Life After

Life After

Thursday, June 10, 2010

In the Beginning

I was born into a military family and spent most of my childhood moving every 2 to 4 years. This often meant making friends fast and losing them fast plus having no real roots anywhere. My mother didn't know my father for very long before marrying him, getting pregnant right away and moving overseas. She tells me I was an active and colicky baby and an active toddler. My brother followed a year later, then we moved to Texas and my next 2 siblings were born about 2 years apart.

My earliest memories are of our first assignment in Texas; playing outside a lot, the introduction of TV to our house, and the birth of my youngest brother. My father was a vague figure until my 4th sibling's birth, as he seemed to be gone a lot on missions, work and out with his friends. When my mom went to the hospital and had my brother, she had complications and stayed for several days. My father had to take care of us, and I remember him making us scrambled eggs one day, then packing us off to pick up mom and baby. It was exciting, but I look back and see that was the time I saw us kids starting to suffer at his hands.

My father was always very controlling; with my mom and us kids, he also drank. Things always had to be clean and neat, stuff picked up and put away, beds made, dishes done. As soon as I was big enough to do dishes while standing on a stool, I was put to work. If things didn't go exactly the way he wanted, he would lose his temper. Lots of times that meant spanking or slapping of the kids and yelling. If you said something that offended him, he would scrape a bar of soap on your teeth. I remember going out to the kiddie pool in summer, dunking in my head and trying to get the soap out of my mouth. I would often hide in the dog house with the dog, who also suffered from my father's wrath. One day, the dog disappeared and All of us kids were devastated, but we knew our father hated the dog and got rid of him. I would sit in the empty doghouse and cry for my comfort buddy.

My father's idea of playing with us was to torment us with poking and tickling to the point we would be screaming and crying. He would pin us down while doing this. My mother never stepped in to stop it and would use him as her punisher; we always heard *wait until your father gets home*. My father would get home and often when confronted with our *bad behavior*, would make us find his current instrument of punishment (belt, paddle, rubber thong) and give it to him. It was a form of pre punishment torture. We would have to drop our pants to get hit and I would pee myself in fear, which would illicit a worse paddling. We would then get sent to bed, and heaven help you if you were not laying there with your eyes closed.

I never saw him hit my mom, but he did say a lot of things that would put her down and make her sound incompetent and attack her self esteem. Us kids got the same emotional attacks along with physical attacks. Interspersed with the bad things were good, like my parents sending my brother and I to a private school the first 2 years, buying us nice clothes and toys, sometimes taking us fishing, camping or boating. My father also liked having his 2 girls sit on his lap a lot. Sometimes that was good, and sometimes not so good; we were never given a choice- if he said do it, we had to and it most often was when he was in his easy chair in his underwear. The last thing we wanted to do was make him mad; it would end up hurting us in more ways than one.
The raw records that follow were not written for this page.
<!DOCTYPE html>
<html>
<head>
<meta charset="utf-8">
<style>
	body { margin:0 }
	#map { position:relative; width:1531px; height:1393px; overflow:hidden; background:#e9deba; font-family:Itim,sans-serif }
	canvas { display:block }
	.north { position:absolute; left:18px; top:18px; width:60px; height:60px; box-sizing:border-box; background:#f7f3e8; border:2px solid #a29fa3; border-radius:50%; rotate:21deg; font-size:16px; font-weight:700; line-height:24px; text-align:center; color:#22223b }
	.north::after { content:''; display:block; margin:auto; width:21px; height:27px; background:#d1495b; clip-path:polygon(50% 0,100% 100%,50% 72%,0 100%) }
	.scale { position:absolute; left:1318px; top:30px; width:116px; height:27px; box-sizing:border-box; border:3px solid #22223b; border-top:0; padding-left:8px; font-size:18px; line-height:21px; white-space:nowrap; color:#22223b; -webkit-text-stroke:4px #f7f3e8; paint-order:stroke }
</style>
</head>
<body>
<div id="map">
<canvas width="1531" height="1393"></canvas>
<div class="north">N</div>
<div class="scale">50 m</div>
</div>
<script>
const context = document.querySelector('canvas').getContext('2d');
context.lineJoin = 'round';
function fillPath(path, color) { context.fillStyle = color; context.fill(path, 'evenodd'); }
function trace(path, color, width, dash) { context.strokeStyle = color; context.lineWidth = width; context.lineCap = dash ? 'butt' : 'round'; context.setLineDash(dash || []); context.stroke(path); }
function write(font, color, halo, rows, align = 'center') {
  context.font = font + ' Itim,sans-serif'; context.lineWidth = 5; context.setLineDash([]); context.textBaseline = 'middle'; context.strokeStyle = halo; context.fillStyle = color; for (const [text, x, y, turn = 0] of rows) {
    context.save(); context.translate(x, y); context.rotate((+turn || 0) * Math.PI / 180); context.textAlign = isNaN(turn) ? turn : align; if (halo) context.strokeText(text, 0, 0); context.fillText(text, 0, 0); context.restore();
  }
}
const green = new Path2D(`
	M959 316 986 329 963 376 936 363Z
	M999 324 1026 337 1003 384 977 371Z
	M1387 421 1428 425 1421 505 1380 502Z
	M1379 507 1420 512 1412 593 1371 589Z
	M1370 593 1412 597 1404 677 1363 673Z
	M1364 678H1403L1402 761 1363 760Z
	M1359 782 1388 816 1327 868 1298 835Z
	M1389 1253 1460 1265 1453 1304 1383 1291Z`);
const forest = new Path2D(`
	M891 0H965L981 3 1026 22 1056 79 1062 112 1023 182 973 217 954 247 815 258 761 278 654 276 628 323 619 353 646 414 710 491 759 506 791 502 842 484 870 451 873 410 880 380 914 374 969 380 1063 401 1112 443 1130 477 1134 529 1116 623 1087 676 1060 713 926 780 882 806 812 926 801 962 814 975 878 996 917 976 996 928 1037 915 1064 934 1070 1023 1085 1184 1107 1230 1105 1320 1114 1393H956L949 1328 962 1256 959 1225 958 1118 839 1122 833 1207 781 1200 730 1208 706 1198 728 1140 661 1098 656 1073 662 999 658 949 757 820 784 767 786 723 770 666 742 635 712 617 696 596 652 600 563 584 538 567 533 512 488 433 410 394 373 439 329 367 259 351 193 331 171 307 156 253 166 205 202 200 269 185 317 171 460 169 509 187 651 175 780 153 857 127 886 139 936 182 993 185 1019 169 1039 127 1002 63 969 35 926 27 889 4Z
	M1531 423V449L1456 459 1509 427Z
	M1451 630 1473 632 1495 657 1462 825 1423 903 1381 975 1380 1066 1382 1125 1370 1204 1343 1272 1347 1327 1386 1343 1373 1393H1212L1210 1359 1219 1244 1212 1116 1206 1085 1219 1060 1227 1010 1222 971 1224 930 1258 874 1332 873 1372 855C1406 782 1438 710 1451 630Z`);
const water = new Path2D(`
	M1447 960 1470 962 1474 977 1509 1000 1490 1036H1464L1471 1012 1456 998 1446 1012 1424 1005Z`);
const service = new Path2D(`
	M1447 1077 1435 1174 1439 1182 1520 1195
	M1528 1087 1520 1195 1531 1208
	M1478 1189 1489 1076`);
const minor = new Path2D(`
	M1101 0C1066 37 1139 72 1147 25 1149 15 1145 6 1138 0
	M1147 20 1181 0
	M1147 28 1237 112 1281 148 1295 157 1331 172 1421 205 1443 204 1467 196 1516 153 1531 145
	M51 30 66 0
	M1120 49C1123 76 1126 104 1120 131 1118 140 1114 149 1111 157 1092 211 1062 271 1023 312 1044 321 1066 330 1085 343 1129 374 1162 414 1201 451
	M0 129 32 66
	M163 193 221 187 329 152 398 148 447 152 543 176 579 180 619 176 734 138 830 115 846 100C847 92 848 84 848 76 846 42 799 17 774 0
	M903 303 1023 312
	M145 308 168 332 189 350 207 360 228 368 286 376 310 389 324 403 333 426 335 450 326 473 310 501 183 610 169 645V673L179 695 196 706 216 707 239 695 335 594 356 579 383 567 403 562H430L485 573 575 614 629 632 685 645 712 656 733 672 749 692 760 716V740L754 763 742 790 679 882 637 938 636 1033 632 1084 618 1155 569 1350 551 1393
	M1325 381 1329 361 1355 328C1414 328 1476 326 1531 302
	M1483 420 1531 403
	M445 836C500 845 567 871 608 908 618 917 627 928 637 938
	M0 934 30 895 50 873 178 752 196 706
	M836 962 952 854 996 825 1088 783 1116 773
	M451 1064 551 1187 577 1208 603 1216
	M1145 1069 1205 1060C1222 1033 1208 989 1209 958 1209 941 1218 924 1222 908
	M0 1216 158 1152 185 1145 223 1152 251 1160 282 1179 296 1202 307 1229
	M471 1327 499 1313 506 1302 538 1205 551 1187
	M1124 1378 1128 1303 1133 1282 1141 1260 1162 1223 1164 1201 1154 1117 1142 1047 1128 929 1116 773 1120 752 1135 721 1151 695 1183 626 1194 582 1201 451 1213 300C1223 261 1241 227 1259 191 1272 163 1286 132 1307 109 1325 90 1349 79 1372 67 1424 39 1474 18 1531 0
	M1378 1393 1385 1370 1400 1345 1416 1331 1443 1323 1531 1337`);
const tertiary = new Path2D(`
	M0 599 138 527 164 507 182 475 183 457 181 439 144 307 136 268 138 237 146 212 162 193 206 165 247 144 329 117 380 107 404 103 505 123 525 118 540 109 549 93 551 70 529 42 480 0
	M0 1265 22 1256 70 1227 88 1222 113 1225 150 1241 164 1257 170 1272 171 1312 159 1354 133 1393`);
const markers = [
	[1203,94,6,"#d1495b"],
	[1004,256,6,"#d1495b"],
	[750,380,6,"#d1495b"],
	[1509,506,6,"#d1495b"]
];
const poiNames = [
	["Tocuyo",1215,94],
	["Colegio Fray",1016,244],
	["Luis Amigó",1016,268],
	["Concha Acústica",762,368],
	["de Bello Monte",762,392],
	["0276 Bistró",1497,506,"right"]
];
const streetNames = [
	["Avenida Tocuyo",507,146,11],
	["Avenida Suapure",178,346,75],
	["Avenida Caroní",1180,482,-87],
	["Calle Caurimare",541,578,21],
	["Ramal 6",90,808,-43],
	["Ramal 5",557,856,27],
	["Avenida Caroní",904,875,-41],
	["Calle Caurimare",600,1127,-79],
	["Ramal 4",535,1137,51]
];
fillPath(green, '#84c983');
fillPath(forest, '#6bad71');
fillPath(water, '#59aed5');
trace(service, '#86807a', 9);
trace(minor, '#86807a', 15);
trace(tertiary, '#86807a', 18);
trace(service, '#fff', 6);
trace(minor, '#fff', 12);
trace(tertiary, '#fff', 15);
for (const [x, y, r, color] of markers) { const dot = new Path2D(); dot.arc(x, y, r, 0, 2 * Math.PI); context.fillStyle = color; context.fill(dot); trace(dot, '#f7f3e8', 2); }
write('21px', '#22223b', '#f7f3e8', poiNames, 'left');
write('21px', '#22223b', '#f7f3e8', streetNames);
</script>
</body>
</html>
One time, I broke a glass he had left in the bathroom when I was trying to turn on the light to take a bath with my brothers and sister (I was about 6 or 7). My father heard it and lined all 4 of us up to ask who broke the glass. We are all too terrified to speak. He proceeded to beat us in turn, especially the oldest ones (me and my brother). The more he beat our bottoms, the more afraid we were to admit anything. I found myself waking up later, face down in my bed with a cool washcloth on my battered backside that had welted up with blood blisters. I had passed out from the beating. To this day, I don't know if he knew who broke that measly 50 cent glass. I wonder why my mother stood by and let it happen.

While he would drink, I was too young to notice if it was excessive. Things got much more unbearable when we were transferred to another TX base and his drinking increased along with smoking that made my asthma so bad, I ended up in the ER multiple times, and hospitalized.